§ WHAT TO WORK ON
Below are the records to transcribe exactly; do not include any images.

§ Source records
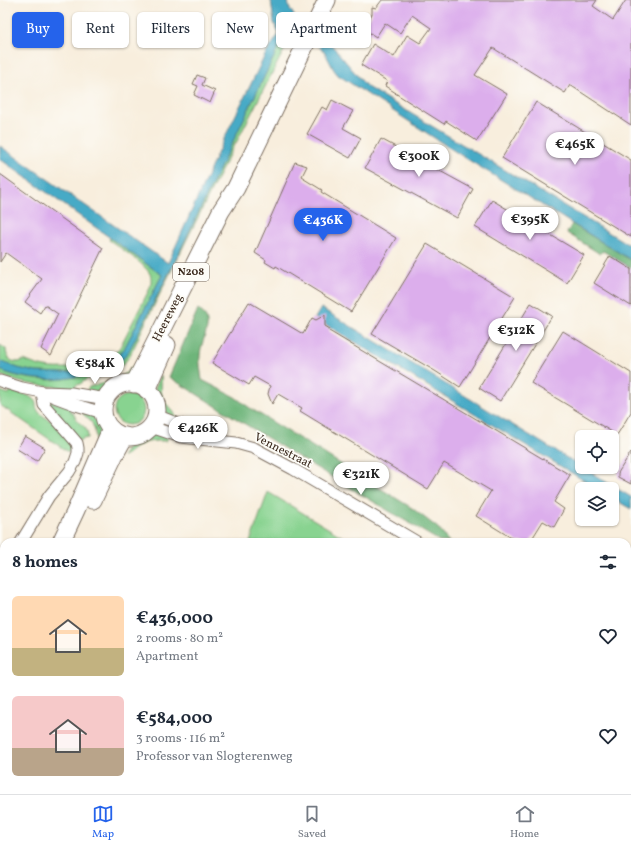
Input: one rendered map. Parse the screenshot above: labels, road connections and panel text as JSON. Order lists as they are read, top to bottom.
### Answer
{
  "streets": {
    "main road": ["N208", "Heereweg"],
    "street": ["Vennestraat"]
  },
  "crossings": [
    ["Heereweg", "Vennestraat"]
  ],
  "page": {
    "chip": [
      "Buy",
      "Rent",
      "Filters",
      "New",
      "Apartment"
    ],
    "price": [
      "€465K",
      "€300K",
      "€395K",
      "€436K",
      "€312K",
      "€584K",
      "€426K",
      "€321K"
    ],
    "heading": "8 homes",
    "list": [
      {
        "name": "€436,000",
        "note": "2 rooms · 80 m² · Apartment"
      },
      {
        "name": "€584,000",
        "note": "3 rooms · 116 m² · Professor van Slogterenweg"
      }
    ],
    "tabs": ["Map", "Saved", "Home"]
  }
}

§ PROBLEM SOLUTION
Input: one rendered map. Parse the screenshot above: labels, road connections and panel text as JSON. Order lists as they are read, top to bottom.
### Answer
{
  "streets": {
    "main road": ["N208", "Heereweg"],
    "street": ["Vennestraat"]
  },
  "crossings": [
    ["Heereweg", "Vennestraat"]
  ],
  "page": {
    "chip": [
      "Buy",
      "Rent",
      "Filters",
      "New",
      "Apartment"
    ],
    "price": [
      "€465K",
      "€300K",
      "€395K",
      "€436K",
      "€312K",
      "€584K",
      "€426K",
      "€321K"
    ],
    "heading": "8 homes",
    "list": [
      {
        "name": "€436,000",
        "note": "2 rooms · 80 m² · Apartment"
      },
      {
        "name": "€584,000",
        "note": "3 rooms · 116 m² · Professor van Slogterenweg"
      }
    ],
    "tabs": ["Map", "Saved", "Home"]
  }
}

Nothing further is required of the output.